2 Гия (Георгий Георгиевич) Маргвелашвили — переводчик и исследователь грузинской поэзии; в 1966 и 1980 гг. собрал и опубликовал письма Пастернака к грузинским друзьям.

3 С. Чиковани писал, что переводы «Песни песней» и стих. «Tbi горька, моя жизнь бесталанная…» вызывают у него «особый восторг», и первое из них называл «шедевром поэтического перевода» (там же С. 34).

1191. С. и М. ЧИКОВАНИ

2 июля 1952, Переделкино

2 июля 1952

Дорогие Симон и Мариечка!

Во вторник я собираюсь в город и у меня есть смутная надежда, что на квартире меня ждет Ваше письмо. Но даже если это не так, я уступаю потребности немного побеседовать с Вами.

Уже после отсылки весеннего письма к Вам я узнал от Фать-мы Антоновны о том, как некоторые неприятности не шутя омрачают Вам существование. Приехавшая через месяц Нина порадовала известием, что накануне ее отъезда у Вас был разговор во вли-ятельных сферах, после которого можно надеяться, что обстоятельства Ваши снова примут нормальное течение.

Очень этому рад, хотя, признаться, я настолько всегда чувствую в Вас художника с совершенно особенной звездой, особыми задачами и особыми заслугами, что перед этим чувством отступают на задний план ощущения Ваших житейских превратностей, и творческий образ человека, так самобытно одаренного, так много искавшего и столько нашедшего и воплотившего, никогда не страдает от постигающих Вас испытаний, а только с каждою переменой растет и обогащается. При следующем личном свидании я скажу Вам больше на ту же тему.

Опять близятся дни Нининого отъезда домой и, как каждое лето, меня печалит приближающееся расставание. Она нашла нас здоровыми, Леню — выросшим, новое народившееся существо Стасину и Галину дочку Марину. Это лето стоят солнечные дни и я почти все время пропадаю на огороде и ничего не делаю.

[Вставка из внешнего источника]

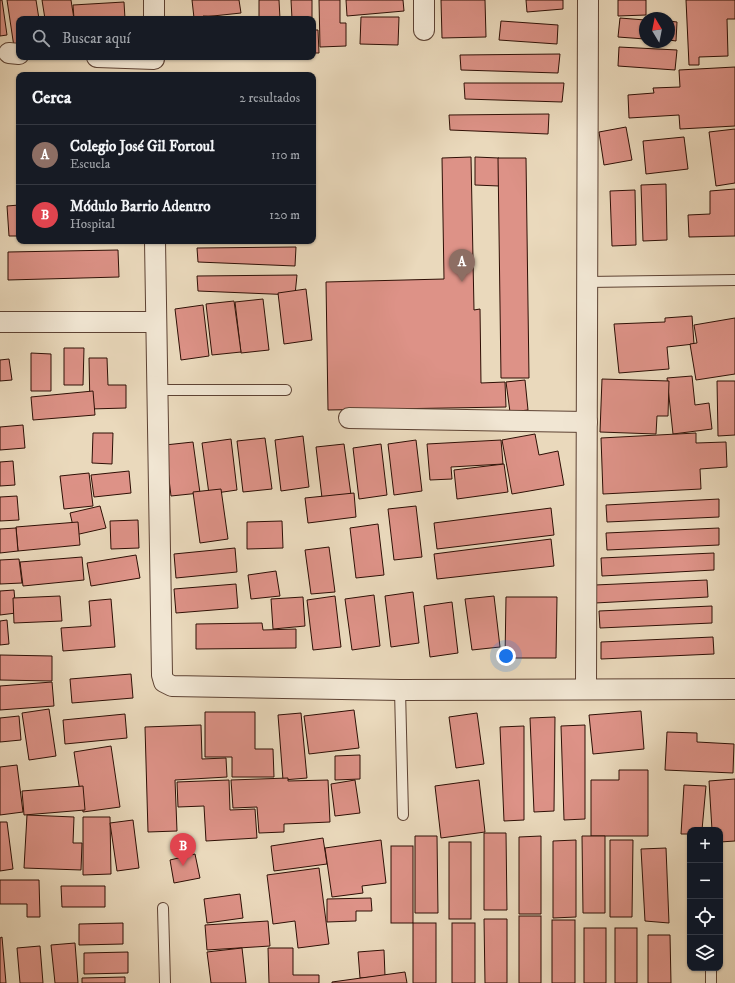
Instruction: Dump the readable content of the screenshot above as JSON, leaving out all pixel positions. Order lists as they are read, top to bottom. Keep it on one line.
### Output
{"north":"top","page":{"search":"Buscar aquí","heading":["Cerca","2 resultados"],"list":[{"mark":"A","name":"Colegio José Gil Fortoul","note":"Escuela","value":"110 m"},{"mark":"B","name":"Módulo Barrio Adentro","note":"Hospital","value":"120 m"}],"pins":["A","B"],"map_buttons":["+","−"]}}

В начале лета, как я Вам писал, были тут Евфимия Александровна, потом приехал Георгий Николаевич с дочерьми. Мы с ним виделись очень хорошо, но только один раз, а с Евф. Ал. и Нестан1 чаще. Залежи сердечного, необращенного в дело располо-жения, обнаруженные обеими семьями, нашли свое развитие в том, что Евфимия Александровна, Нестан, Зина и Леня кинулись вчетвером в Ленинград расходовать запасы перекрестной сердечной тяги в неутомимом осмотре города и окрестностей и времяпрепровождении путешественников.

Пробовал выразить и я нечто, живущее у меня в душе к каждому из них, в беседах за столом, но так неудачно, что все отворачивались.

Не более удачно перевел я, как писал Вам, поэму Леонидзе о Бараташвили, а потом три стихотворения Церетели (по просьбе Фатьмы Антоновны) и мне было стыдно, когда главные названные говорили об этой серой ерунде с одобрением2.

Я рассчитывал летом приступить к окончанию романа, — но пока эти расчеты не оправдались, я за него не принимался.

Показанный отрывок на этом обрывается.